Libik is a creative, life-affirming adventurer full of fascinating anecdotes. He was always in search of complex stories and neglected but important topics, which he then authentically told with often never-before seen film recordings. Just like a real-life hero’s journey, he left Hungary seeking artistic freedom to go through his personal and professional evolution – to then accomplish all the incredible things he has done as a writer, producer and director – and then returned in 1992 once the political climate allowed him to do so. Since then he has been involved in countless societies, projects, productions, and academies and has received many awards and prizes to prove it. His career is truly incredible.

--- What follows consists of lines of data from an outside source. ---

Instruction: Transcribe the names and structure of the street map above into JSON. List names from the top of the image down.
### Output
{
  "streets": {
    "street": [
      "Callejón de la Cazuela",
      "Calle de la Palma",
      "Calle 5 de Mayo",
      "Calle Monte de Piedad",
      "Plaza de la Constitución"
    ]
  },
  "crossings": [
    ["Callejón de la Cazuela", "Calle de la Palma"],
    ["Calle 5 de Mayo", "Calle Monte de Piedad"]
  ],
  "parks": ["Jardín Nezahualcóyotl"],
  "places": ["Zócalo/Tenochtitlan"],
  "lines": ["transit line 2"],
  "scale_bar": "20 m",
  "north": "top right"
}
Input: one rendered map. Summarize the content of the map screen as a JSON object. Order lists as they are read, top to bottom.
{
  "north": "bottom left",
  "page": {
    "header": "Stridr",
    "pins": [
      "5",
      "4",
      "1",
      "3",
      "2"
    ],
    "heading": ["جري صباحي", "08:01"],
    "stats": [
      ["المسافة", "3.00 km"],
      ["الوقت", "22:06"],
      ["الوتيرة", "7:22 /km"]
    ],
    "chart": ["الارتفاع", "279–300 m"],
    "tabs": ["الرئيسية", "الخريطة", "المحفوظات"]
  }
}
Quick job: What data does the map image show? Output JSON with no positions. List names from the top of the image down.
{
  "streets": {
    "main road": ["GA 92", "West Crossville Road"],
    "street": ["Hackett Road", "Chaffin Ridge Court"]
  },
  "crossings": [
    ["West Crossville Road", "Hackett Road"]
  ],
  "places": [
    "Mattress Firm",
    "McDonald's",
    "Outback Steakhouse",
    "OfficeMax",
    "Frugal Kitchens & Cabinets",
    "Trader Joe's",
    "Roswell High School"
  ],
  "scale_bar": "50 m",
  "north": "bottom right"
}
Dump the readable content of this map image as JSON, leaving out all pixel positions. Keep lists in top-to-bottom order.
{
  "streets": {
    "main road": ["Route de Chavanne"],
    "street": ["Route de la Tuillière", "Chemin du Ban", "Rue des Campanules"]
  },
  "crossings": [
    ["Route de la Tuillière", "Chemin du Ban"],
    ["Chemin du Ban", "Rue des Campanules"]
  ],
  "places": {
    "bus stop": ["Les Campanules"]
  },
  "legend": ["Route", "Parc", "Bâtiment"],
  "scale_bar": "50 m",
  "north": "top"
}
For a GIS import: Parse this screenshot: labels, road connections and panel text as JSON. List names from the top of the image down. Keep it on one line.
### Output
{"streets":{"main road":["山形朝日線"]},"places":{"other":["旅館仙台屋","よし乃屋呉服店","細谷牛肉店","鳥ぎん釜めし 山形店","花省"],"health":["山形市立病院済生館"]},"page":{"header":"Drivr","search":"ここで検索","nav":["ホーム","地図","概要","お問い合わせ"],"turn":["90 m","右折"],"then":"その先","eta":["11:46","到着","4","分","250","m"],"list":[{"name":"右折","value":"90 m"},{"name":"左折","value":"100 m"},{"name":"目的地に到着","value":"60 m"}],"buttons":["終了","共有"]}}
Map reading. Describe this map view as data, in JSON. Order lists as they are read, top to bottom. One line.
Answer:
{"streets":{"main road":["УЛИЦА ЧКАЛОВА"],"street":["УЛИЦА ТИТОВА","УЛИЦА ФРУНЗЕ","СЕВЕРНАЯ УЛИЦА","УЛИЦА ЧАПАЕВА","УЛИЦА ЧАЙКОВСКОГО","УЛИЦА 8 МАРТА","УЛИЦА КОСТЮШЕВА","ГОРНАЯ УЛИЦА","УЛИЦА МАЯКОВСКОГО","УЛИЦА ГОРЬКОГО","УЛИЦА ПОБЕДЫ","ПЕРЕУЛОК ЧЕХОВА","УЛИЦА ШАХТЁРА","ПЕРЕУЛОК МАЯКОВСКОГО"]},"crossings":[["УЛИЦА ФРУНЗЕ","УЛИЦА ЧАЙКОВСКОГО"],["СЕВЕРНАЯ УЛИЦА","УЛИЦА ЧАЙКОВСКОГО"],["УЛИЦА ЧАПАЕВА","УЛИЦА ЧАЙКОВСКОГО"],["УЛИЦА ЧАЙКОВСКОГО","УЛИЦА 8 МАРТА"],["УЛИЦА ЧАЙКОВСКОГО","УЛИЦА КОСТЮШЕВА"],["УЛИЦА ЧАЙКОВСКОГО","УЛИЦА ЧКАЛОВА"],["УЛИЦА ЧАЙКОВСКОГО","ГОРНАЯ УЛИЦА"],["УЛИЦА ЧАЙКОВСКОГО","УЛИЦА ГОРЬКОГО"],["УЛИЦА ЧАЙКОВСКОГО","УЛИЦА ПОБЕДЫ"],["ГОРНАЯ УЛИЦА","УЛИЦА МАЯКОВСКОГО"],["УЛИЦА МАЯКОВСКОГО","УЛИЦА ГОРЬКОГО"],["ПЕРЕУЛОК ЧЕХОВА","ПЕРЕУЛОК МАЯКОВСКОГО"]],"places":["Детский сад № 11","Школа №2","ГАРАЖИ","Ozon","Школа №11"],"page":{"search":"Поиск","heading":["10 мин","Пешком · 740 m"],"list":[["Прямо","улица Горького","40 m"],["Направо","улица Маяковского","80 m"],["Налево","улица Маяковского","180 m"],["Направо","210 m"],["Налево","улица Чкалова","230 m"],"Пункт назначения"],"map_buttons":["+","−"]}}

A few days ago he turned 91 years old and the Hungarian Hollywood Council along with Origo Studios held a commemorative luncheon to celebrate him. As part of the festivities, Balázs Bokor, President of the Hungarian Hollywood Council, Horváthné dr. Márta Fekszi, CEO of Origo Film Group and István Vécsi, Mayor of Ricse, Adolph Zukor’s hometown, ceremoniously handed over the Council’s flagship Adolph Zukor Award to Libik for all that he has done in the industry. The award that previously only 13 people received is given to those public personalities who have achieved success in film or other areas of the arts and culture, strengthening the legacy and preserving the memory of Hungarians in Hollywood.
At the luncheon, were several of his former dear colleagues were present, he jokingly claimed that he is a better storyteller than director and entertained guests with his many personal stories from the past. A fragment of these stories are collected in his autobiography entitled ”Pretty Girls and Terrorists”, published in 2000. He is proud that curiosity and film were his guiding light: ”I have made good movies and I have made some bad ones too though never on purpose and there is nothing I am ashamed of. I would rather starve but I always wanted to make movies. You have to have that conviction to to tell the stories you want to tell.”
He believes that filmmakers risk their entire existence with every picture they create. Despite that, however, it was all he ever desired to do – to be a part of the wonderful world that film is and to make good movies. And that, he did. May he have many more years of creative expression.